His other roles included a trapeze artist in The Flying Fontaines (1959) – for which he received a Golden Globe “Rising Star” nomination – and a troubled youth in the high-school drama Because They’re Young (1960). He was prevented by his Columbia contract from reprising his West Side Story role on the big screen but he did have a decent role in the all-singing, all-surfing comedy Gidget Goes Hawaiian (1961).

The same year he was in the fantasy adventure, Mysterious Island, then played a juvenile delinquent threatening Alan Ladd in 13 West Street (1962, the last film released during Ladd’s lifetime). He was a young doctor in the hit drama The Interns (also 1962) and in its 1964 sequel The New Interns, alongside George Segal and Telly Savalas.

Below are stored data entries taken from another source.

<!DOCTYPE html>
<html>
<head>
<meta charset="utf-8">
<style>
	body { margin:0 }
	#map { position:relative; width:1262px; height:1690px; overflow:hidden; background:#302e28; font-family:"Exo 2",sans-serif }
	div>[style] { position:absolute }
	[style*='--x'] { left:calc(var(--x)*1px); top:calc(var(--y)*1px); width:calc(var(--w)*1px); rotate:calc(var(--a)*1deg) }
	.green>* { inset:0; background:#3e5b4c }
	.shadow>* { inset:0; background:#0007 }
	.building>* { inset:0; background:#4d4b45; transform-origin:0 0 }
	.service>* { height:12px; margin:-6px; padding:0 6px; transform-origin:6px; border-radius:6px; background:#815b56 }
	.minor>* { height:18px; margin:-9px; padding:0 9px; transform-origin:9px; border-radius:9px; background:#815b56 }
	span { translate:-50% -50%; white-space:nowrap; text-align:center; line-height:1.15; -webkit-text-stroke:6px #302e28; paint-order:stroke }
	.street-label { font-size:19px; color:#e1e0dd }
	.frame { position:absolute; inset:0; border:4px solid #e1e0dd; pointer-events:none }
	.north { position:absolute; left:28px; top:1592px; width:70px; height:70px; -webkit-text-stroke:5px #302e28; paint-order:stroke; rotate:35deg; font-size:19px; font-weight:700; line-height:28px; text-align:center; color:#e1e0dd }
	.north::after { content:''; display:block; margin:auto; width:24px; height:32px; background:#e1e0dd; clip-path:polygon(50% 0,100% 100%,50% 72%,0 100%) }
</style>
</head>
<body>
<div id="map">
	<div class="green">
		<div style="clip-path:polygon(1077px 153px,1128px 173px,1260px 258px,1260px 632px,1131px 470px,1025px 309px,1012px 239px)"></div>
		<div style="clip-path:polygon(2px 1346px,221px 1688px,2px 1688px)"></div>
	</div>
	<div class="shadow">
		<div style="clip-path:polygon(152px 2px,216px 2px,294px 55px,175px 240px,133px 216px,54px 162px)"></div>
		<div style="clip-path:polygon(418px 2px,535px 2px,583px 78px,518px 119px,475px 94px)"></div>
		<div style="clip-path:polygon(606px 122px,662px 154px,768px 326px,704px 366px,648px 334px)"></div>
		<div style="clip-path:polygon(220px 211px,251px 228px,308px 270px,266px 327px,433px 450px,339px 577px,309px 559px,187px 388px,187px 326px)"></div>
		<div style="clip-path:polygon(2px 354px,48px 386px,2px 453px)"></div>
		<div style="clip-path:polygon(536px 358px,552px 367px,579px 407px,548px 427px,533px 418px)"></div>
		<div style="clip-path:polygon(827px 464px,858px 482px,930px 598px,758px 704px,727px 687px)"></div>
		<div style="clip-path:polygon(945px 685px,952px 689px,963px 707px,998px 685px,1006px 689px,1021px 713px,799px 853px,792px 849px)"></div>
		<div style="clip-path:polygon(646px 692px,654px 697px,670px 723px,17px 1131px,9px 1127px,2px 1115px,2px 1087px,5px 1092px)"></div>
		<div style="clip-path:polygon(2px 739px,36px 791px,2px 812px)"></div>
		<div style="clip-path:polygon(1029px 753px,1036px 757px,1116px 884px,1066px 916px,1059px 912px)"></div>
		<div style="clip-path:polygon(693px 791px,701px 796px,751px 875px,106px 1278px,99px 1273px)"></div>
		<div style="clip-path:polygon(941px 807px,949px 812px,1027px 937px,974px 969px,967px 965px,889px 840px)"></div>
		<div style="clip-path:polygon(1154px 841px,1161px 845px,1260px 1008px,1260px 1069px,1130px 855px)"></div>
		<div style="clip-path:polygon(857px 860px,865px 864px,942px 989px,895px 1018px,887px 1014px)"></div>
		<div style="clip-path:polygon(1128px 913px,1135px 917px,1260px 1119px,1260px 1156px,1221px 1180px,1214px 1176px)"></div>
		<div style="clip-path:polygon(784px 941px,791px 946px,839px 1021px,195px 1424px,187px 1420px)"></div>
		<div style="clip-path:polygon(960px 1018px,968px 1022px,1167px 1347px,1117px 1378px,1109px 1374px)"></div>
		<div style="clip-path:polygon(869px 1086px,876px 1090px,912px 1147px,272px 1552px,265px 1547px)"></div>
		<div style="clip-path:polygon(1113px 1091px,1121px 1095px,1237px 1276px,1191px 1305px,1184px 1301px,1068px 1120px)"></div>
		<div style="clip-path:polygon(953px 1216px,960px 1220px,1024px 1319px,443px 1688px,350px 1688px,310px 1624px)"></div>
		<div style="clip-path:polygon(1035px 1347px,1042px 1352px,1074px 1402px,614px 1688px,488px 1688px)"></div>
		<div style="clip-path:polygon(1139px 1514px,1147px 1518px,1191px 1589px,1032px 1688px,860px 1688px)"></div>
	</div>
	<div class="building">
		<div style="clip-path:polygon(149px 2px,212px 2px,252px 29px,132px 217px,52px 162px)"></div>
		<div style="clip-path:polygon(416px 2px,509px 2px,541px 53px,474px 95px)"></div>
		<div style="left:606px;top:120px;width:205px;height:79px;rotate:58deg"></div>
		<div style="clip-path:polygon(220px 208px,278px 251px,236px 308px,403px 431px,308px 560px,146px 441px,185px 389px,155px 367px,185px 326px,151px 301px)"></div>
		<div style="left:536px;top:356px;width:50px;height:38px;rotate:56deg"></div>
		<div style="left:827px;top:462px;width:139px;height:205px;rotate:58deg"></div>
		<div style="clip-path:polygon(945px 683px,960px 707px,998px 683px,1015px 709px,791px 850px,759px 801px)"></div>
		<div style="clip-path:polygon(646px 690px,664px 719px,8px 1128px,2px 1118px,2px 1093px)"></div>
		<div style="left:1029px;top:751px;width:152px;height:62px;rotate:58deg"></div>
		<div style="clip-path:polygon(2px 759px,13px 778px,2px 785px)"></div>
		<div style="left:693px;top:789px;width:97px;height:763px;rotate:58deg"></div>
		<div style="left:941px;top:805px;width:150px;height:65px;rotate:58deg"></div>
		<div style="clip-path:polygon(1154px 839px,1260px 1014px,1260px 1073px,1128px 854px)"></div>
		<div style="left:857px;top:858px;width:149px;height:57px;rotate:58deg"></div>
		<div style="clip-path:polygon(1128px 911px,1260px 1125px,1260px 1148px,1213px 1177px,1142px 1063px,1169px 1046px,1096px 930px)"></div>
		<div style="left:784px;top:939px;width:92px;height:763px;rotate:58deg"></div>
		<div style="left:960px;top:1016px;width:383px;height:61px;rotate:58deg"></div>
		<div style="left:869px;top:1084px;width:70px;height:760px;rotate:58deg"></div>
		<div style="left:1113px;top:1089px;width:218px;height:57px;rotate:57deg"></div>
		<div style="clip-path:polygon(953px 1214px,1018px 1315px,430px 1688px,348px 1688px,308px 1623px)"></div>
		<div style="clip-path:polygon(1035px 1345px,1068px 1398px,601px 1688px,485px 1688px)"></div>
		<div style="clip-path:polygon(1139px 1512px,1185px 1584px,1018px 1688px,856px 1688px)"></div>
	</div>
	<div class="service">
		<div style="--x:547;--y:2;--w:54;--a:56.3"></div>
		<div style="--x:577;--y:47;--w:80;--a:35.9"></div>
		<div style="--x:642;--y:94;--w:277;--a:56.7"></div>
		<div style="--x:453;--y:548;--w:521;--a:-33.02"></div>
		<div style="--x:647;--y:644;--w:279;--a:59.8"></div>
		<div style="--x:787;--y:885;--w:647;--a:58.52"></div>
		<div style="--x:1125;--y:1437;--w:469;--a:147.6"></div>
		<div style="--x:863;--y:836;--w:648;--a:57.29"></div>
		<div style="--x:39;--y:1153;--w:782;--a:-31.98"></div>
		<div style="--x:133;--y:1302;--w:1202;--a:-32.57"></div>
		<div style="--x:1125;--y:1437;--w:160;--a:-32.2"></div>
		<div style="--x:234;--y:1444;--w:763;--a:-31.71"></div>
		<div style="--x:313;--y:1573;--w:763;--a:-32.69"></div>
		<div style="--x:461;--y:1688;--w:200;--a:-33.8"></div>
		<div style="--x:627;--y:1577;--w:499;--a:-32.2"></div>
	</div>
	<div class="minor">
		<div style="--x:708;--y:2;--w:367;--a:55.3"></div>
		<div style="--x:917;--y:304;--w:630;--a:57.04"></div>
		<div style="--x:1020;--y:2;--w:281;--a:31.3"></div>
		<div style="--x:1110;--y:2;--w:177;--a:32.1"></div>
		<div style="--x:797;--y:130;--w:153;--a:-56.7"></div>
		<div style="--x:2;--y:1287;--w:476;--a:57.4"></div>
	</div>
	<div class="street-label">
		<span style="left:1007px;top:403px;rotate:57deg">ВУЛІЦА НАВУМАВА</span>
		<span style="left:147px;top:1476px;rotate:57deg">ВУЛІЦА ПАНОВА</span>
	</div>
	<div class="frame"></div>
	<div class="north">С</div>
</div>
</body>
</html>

Callan received a Golden Globe 'Rising Star' nomination for his role as a trapeze artist - LMPC via Getty Images
Callan received a Golden Globe ‘Rising Star’ nomination for his role as a trapeze artist – LMPC via Getty Images

He appeared in the Michael Winner comedy, You Must be Joking (1965), with Lionel Jeffries, but began to work more in television, on such shows as Dr Kildare, Ironside, Quincy M.E., The Love Boat, Fantasy Island and Murder, She Wrote.

He turned his hand to producing with the crime horror Double Exposure (1982), and returned to his theatre roots with, Hello Muddah, Hello Faddah! (1997), based on the song parodies of Allan Sherman.

Michael Callan married Carlyn Chapman in 1960; they had two daughters but divorced in 1967, and that year he married (and quickly divorced) Patricia Harty. He married, thirdly – and also divorced – Karen Malouf. He is survived by his daughters.